By Josephine Mason
LONDON (Reuters) – A trade dispute between Bern and Brussels has boosted revenue and volumes for Swiss stock exchange SIX, but may eventually hurt investment in Switzerland’s financial markets, SIX’s Chief Executive Officer Jos Dijsselhof said on Thursday.
Swiss stock volumes have soared after a ban on trading on European Union platforms forced market participants onto the domestic exchange, handing Switzerland an early victory in its protracted row with Brussels.
Investors in the EU and Switzerland lost direct access to each others’ stock exchanges from July 1 as the two sides squabbled over a partnership treaty that stalled after years of talks.
Before the ban, 70% of Zurich-listed shares worth $1.2 trillion traded on the domestic market and the remainder in the EU. Now it’s almost 100% in Switzerland, Dijsselhof said in an interview with Reuters.
“In the short run, I’m quite happy. I have a bit more volume and revenue. In the long run I don’t think it’s good,” he said.
“I think for a proper investment climate, for investors to have best execution, you need to have multiple places to execute.
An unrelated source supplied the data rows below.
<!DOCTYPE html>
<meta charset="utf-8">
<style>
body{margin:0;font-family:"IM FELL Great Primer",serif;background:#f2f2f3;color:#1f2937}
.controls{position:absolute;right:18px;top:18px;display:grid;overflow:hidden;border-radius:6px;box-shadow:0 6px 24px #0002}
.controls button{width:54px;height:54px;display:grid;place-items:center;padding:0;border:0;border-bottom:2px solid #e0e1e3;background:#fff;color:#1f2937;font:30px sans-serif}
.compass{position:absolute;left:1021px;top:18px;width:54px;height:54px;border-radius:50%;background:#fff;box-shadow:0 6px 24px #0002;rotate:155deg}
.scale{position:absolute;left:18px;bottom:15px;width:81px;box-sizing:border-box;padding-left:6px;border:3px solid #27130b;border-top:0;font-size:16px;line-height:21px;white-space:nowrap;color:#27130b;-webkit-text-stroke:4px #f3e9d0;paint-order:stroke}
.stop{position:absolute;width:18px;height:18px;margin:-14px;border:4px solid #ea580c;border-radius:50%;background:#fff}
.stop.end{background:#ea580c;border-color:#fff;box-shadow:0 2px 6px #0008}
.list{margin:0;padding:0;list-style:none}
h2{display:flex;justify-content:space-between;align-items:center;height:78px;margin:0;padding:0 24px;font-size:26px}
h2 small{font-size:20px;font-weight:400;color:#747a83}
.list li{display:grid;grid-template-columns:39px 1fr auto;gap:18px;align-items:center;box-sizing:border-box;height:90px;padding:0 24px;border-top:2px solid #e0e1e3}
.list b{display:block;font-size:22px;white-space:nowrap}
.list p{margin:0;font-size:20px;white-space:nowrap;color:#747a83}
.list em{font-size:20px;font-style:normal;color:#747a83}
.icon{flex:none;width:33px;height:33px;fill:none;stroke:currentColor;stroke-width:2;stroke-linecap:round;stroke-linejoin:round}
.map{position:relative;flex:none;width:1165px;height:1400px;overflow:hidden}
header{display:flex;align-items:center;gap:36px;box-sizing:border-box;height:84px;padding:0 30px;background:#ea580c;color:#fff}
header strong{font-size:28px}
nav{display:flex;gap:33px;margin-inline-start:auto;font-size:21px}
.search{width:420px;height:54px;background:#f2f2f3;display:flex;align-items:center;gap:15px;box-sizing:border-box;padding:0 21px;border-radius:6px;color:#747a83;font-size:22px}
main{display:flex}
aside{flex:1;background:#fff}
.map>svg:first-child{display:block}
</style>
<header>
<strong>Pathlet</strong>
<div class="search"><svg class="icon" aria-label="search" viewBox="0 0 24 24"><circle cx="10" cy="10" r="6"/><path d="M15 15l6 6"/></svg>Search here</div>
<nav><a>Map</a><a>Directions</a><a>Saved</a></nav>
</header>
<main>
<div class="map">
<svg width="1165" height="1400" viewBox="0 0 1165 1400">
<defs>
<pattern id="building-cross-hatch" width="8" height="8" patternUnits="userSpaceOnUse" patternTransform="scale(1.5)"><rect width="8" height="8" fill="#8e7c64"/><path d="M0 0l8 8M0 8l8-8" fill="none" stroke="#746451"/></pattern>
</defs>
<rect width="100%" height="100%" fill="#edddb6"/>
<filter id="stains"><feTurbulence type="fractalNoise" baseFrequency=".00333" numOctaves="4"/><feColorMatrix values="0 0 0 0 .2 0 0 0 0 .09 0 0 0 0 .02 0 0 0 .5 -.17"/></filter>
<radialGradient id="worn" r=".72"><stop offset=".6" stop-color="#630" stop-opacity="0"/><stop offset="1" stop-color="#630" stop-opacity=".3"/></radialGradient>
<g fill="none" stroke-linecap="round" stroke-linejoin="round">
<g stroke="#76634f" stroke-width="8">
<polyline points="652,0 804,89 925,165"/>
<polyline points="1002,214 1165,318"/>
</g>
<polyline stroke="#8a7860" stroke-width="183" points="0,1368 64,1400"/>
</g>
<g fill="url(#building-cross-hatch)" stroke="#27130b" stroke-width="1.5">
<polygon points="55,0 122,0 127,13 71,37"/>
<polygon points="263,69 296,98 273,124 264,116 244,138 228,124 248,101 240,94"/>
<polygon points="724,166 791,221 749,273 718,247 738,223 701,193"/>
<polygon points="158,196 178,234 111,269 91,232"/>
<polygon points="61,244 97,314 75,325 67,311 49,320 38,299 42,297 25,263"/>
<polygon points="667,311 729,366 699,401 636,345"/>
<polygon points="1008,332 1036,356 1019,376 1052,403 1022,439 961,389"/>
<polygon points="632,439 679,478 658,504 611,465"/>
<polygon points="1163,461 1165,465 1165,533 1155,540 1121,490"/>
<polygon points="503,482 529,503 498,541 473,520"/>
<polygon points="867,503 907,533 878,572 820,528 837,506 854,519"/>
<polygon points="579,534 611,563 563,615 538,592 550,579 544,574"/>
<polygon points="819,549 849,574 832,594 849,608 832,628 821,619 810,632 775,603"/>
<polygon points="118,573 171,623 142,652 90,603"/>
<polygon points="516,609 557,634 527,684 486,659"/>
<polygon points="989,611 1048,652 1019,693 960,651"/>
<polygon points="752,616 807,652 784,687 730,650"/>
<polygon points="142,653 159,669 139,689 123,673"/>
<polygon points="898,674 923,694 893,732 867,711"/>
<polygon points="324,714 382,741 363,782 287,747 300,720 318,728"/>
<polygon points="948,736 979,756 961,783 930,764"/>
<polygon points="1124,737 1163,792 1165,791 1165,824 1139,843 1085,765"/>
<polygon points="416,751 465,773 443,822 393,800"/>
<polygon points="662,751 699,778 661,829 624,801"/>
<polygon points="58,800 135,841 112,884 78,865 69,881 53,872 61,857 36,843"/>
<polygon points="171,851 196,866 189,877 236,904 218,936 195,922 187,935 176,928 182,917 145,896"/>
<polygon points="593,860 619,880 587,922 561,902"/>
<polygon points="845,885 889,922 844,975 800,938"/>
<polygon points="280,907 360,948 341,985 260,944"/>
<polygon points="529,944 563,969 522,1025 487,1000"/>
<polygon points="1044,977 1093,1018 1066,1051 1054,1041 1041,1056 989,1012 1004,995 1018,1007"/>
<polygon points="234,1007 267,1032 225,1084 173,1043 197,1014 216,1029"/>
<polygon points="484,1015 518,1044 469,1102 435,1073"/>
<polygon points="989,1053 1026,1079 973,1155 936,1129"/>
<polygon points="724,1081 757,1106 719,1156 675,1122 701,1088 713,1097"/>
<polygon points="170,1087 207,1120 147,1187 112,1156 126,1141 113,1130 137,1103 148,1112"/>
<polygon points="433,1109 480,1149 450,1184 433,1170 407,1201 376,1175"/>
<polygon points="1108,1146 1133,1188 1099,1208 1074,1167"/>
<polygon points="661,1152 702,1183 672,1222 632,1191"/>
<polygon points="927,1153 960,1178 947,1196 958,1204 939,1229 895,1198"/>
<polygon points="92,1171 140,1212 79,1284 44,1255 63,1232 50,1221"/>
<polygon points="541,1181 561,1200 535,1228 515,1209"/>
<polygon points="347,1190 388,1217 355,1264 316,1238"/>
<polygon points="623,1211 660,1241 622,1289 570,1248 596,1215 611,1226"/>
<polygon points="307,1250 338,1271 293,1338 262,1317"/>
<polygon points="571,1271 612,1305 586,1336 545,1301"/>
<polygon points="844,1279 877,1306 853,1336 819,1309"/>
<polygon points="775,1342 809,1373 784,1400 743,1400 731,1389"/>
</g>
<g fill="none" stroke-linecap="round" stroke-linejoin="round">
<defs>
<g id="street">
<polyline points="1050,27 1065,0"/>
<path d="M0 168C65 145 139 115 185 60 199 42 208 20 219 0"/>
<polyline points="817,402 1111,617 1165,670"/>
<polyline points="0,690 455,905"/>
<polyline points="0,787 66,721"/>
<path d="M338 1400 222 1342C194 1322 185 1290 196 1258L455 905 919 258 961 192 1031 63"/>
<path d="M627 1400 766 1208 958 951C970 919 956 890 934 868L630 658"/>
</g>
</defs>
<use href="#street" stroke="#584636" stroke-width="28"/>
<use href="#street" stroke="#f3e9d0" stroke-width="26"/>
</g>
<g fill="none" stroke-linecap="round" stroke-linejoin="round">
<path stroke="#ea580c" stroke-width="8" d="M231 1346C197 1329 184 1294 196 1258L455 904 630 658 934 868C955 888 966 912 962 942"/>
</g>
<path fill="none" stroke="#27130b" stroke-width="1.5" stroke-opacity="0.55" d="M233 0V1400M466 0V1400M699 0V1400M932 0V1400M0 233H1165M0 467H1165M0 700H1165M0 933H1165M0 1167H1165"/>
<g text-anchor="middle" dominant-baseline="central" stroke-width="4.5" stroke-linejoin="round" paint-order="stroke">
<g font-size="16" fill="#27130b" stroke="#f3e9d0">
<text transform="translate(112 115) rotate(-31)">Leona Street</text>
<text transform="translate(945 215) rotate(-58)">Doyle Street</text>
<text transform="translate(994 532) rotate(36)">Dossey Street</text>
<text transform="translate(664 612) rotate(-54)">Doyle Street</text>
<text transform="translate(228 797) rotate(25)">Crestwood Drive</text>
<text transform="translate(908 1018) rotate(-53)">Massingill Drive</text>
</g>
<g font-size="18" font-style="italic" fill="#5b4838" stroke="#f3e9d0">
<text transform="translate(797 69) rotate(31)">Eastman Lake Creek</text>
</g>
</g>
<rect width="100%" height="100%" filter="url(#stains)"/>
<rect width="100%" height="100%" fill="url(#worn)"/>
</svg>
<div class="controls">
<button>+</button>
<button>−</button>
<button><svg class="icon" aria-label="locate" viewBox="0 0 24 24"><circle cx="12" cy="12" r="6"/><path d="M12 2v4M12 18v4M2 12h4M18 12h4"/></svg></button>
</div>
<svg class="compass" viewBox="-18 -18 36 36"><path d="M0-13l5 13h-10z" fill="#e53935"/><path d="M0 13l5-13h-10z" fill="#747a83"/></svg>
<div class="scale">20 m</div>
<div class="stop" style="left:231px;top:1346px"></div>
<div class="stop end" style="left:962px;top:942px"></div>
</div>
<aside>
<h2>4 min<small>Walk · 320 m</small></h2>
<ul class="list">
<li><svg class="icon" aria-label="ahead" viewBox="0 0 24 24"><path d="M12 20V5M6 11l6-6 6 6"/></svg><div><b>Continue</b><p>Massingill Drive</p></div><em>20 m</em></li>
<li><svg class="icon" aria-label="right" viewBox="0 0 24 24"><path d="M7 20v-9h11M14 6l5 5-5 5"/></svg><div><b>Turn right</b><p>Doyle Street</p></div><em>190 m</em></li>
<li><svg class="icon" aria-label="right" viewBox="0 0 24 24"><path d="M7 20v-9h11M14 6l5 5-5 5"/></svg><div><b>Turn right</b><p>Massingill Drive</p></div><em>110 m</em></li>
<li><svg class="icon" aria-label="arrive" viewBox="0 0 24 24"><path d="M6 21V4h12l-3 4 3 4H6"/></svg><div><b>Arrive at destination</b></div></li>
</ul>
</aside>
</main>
If you don’t have that in the long run, it’s not good for the market.”
Exchange data showed SIX’s turnover in August jumped 51% year on year and 38% in July.
For Brussels, Dijsselhof said the dispute had backfired.
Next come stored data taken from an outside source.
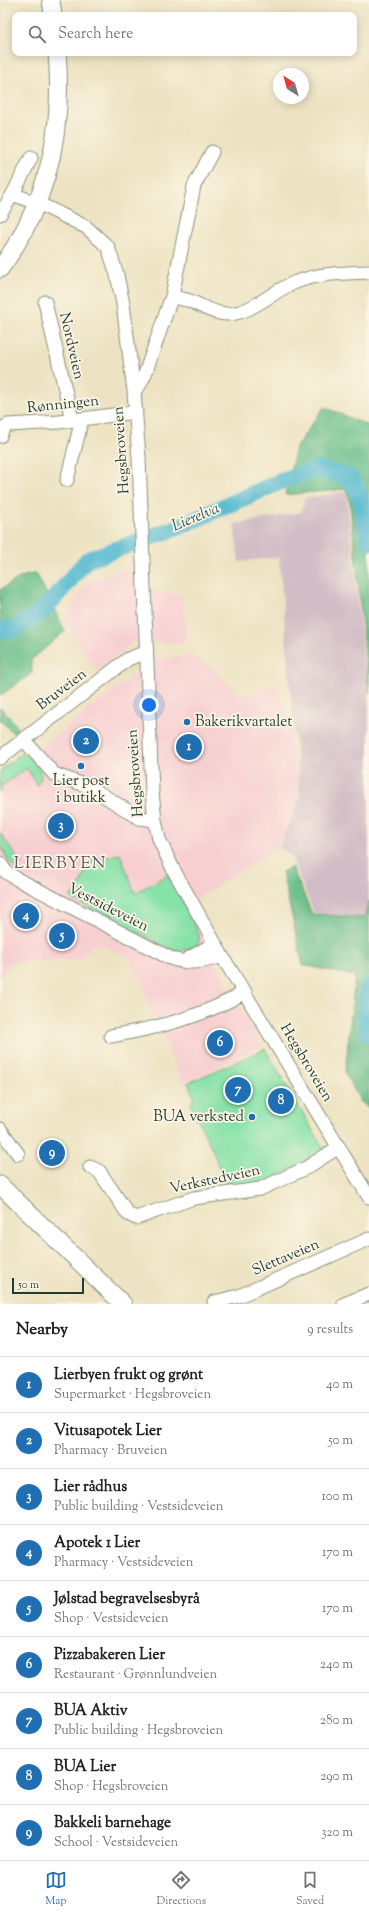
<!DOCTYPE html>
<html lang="en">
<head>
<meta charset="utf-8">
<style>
	:root { --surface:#fff; --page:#f2f2f2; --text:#222; --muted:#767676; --line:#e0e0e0; --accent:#1f6fb2 }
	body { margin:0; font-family:"Sorts Mill Goudy",serif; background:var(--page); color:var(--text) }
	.compass { position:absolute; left:273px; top:68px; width:36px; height:36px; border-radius:50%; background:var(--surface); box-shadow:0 2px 10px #0003; rotate:323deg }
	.scale { position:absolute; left:12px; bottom:10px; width:72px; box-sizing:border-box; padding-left:4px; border:2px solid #1f3d34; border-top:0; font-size:11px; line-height:14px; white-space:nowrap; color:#1f3d34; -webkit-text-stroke:3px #fcf5e5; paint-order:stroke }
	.you { position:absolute; left:149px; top:705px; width:14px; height:14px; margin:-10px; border:3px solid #fff; border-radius:50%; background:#1a73e8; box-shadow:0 0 0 6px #1a73e833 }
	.badge { display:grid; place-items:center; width:26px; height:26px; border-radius:50%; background:var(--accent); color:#fff; font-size:13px; font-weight:700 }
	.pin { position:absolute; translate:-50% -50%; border:2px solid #fff; box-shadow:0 1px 4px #0006 }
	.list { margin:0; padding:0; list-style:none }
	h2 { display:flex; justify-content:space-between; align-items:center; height:52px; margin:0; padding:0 16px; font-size:17px }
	h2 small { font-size:13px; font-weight:400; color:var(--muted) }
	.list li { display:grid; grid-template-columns:26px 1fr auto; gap:12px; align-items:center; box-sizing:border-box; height:56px; padding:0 16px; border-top:1px solid var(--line) }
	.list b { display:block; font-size:15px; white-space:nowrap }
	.list p { margin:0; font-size:13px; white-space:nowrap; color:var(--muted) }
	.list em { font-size:13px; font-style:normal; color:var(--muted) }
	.icon { flex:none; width:22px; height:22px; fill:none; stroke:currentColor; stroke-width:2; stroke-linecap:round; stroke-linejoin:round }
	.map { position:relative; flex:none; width:369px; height:1304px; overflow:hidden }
	.search { position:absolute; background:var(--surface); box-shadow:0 2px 10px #0003; left:12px; right:12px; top:12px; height:44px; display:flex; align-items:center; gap:10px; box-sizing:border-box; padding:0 14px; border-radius:8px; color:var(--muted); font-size:15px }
	.sheet { height:556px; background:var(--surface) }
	nav { display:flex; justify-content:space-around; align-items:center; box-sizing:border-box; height:56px; border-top:1px solid var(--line); background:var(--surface); font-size:11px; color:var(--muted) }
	nav a { display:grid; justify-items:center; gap:2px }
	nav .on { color:var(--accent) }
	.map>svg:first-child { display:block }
	.built { fill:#f7cfd1 }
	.industrial { fill:#d2bdc6 }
	.green { fill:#87e2a8; stroke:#53906e }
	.forest { fill:#6dc08c; stroke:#467e60 }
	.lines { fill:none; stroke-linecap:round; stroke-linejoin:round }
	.river { stroke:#52b9d0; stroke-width:17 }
	.minor-casing { stroke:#86907b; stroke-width:15 }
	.major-casing { stroke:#86907b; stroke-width:19 }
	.minor { stroke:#fff; stroke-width:13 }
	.major { stroke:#fff; stroke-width:17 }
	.poi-dot { fill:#1f6fb2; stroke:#fcf5e5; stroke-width:1.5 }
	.labels { text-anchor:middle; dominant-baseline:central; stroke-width:3.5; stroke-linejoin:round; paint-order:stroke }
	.street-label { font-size:15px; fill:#1f3d34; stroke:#fcf5e5 }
	.poi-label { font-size:15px; fill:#1f3d34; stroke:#fcf5e5; text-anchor:start }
	.water-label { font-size:16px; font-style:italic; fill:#2c5c5b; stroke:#fcf5e5 }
	.quarter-label { font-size:17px; letter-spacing:1px; fill:#5c5b63; stroke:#fcf5e5 }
</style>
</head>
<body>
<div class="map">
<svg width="369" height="1304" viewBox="0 0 369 1304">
	<rect width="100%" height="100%" fill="#fcf5e5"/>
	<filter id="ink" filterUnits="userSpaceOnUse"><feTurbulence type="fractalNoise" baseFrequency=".025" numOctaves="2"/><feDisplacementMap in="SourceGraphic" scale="8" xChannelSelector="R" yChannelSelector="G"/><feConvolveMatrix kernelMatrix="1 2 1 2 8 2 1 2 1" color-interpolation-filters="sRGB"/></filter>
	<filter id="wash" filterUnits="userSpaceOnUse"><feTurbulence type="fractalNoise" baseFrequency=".012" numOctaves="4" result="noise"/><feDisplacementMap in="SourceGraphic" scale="16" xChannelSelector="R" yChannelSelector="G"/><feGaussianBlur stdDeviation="0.9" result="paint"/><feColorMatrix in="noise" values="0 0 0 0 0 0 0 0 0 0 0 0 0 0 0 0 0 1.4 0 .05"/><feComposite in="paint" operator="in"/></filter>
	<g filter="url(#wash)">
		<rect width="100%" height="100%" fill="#ede3c2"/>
		<path class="built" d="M 124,569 L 155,591 L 182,595 L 187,642 L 133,642 L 97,672 L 65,621 L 73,603 L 89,581 Z
			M 188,655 L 217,671 L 238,696 L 276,685 L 289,724 L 299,797 L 277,847 L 202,896 L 184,903 L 233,995 L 263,1046 L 183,1084 L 130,958 L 96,942 L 79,960 L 12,962 L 0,977 L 0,771 L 32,755 L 108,694 L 157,659 Z"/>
		<path class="industrial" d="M 346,492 L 369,706 L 369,898 L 363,918 L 314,913 L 291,856 L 279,847 L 300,797 L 279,557 L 239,562 L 234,524 L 301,512 L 305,498 Z"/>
		<path class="green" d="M 20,754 C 33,755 48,775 37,785 L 27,768 L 0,787 L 2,791 L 0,793 L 0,771 Z
			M 0,833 L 20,862 L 21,865 L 16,869 C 6,861 0,846 0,833 Z
			M 120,854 L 135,893 L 168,875 L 199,934 L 199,942 C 190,952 180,952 168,948 L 70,898 L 72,894 L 75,895 L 91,860 Z
			M 265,1049 L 325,1151 L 271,1180 L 244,1187 L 224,1182 L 214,1153 L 191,1105 L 194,1097 L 188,1083 Z"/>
		<path class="forest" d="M 324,407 L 369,426 L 369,693 L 350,503 L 346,489 L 285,495 L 296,447 Z
			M 36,573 L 65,631 L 31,660 L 32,673 L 0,696 L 0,590 L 21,577 Z
			M 0,707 L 17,726 L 18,731 L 13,733 L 0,720 Z
			M 292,867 L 312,914 L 364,918 L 369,901 L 369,1108 L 361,1102 L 345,1073 L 355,976 L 303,965 L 282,872 Z"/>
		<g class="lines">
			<path class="river" d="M 0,630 L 15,629 L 44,610 L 87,560 L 176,528 L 284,480 L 318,469 L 351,478 L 362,501 L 369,542
				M 369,986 L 365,1013 L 369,1034"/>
		</g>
	</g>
	<g filter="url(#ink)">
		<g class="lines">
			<defs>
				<path id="minor" d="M 13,194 L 28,200
					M 46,207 L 86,227 L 108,247 L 117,275 L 123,304 L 134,391 L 139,458 L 152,792 L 155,820 L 159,839 L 173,869 L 222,956 L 369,1197
					M 0,214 L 13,194 L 31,158
					M 172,296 L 194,186 L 212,152
					M 45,302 L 72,420
					M 134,391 L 139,386 L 145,374 L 172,296 C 177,298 182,299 187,300 C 200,304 212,314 227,314 C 252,314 273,290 296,282 C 320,273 344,273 369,272
					M 0,436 L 3,428 L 8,425 L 59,422 L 136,412
					M 67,480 L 82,419
					M 24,740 L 54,774 L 90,787 L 139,818 L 155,820
					M 0,758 L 128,659 L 146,652
					M 0,863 L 6,872 L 17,879 L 170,958 C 188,965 204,962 222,956
					M 186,960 L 215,943
					M 111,1036 C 157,1028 203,1017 245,992
					M 0,1129 L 18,1154
					M 90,1167 L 99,1171 L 128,1214 L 136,1218 L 194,1198 L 260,1189 L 306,1168 L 339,1147
					M 214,1302 L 239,1296 L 369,1239
					M 344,1304 L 369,1294"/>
				<path id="major" d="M 51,0 L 53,15
					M 0,269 C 47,205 64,131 57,53
					M 0,1185 L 123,1304"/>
			</defs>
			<use href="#minor" class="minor-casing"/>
			<use href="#major" class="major-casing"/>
			<use href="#minor" class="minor"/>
			<use href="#major" class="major"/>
		</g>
	</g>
	<g class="poi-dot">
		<circle cx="187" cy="722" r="4"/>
		<circle cx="81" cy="766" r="4"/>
		<circle cx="252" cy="1117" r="4"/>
	</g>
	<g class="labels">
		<g class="street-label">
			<text transform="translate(71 346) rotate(77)">Nordveien</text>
			<text transform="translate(63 405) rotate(-6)">Rønningen</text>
			<text transform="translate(122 450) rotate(-94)">Hegsbroveien</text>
			<text transform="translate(62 690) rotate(-37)">Bruveien</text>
			<text transform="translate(136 773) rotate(-94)">Hegsbroveien</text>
			<text transform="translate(108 908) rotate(27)">Vestsideveien</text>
			<text transform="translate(306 1063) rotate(59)">Hegsbroveien</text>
			<text transform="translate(215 1180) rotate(-12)">Verkstedveien</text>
			<text transform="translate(286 1258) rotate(-23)">Slettaveien</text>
		</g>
		<g class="poi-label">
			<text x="195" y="722">Bakerikvartalet</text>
			<text x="81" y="781" text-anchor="middle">Lier post<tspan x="81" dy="17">i butikk</tspan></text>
			<text x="244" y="1117" text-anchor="end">BUA verksted</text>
		</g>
		<g class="water-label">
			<text transform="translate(196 518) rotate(-23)">Lierelva</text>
		</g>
		<g class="quarter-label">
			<text x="60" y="864">LIERBYEN</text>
		</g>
	</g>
</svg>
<svg class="compass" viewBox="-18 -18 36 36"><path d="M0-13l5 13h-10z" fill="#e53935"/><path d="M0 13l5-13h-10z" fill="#767676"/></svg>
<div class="scale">50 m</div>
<div class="you"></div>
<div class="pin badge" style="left:189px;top:747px">1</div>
<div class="pin badge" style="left:86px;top:741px">2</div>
<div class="pin badge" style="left:61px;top:826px">3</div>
<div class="pin badge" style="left:26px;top:916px">4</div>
<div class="pin badge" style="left:62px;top:936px">5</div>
<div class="pin badge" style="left:220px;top:1043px">6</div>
<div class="pin badge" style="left:238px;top:1090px">7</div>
<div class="pin badge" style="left:281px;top:1101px">8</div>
<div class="pin badge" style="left:52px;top:1153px">9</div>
<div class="search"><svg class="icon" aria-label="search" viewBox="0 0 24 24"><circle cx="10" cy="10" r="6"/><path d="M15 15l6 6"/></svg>Search here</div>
</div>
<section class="sheet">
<h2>Nearby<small>9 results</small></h2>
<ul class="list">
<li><span class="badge">1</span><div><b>Lierbyen frukt og grønt</b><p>Supermarket · Hegsbroveien</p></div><em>40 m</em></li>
<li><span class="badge">2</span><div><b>Vitusapotek Lier</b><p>Pharmacy · Bruveien</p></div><em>50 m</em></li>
<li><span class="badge">3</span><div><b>Lier rådhus</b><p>Public building · Vestsideveien</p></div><em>100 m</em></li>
<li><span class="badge">4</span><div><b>Apotek 1 Lier</b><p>Pharmacy · Vestsideveien</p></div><em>170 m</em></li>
<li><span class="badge">5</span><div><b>Jølstad begravelsesbyrå</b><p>Shop · Vestsideveien</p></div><em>170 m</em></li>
<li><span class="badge">6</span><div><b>Pizzabakeren Lier</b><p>Restaurant · Grønnlundveien</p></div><em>240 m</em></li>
<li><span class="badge">7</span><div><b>BUA Aktiv</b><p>Public building · Hegsbroveien</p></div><em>280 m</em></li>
<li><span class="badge">8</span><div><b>BUA Lier</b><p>Shop · Hegsbroveien</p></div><em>290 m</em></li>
<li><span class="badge">9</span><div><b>Bakkeli barnehage</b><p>School · Vestsideveien</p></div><em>320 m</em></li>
</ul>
</section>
<nav>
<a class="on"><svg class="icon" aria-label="map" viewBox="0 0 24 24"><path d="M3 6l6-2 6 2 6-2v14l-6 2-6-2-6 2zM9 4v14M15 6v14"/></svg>Map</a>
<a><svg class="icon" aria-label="directions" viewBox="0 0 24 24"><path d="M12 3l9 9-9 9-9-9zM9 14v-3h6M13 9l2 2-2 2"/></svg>Directions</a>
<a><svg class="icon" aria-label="saved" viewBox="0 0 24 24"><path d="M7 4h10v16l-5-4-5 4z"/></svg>Saved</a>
</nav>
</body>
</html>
“The EU government thought ‘we create a tool to hold Switzerland hostage so that we can push Switzerland to move forward on this framework agreement’,” he said.
“And it’s not worked. We now have all the volume.”
There are few signs a deal over the stalled treaty will be struck this year with the EU, which is also struggling to forge a new relationship with departing member Britain.
Separately, SIX is working on a new digital trading platform – the SIX Digital Exchange (SDX) – that will use blockchain technology to speed up trading.
Dijsselhof said the exchange was working with major global banks on the best applications for the platform, with Citibank, JP Morgan Chase (NYSE:) and Credit Suisse (SIX:) all allocating teams to help develop a use for it.
He expects to have worked out a prototype product by the end of the year and then to build up the market for it in 2020.
“The infrastructure will be cheaper, you won’t need collateral, you won’t have the credit risk, you won’t need a clearing house. There are huge advantages to moving existing products on it,” he said.
The banks may eventually invest in the platform, he added.
“Technically it’s there. Now we need to get a market. To create a market, we need to align with customers to see where are the opportunities,” Dijsselhof said.
The Swiss regulator is working closely with the exchange to create legislation on how to oversee the new platform, he said.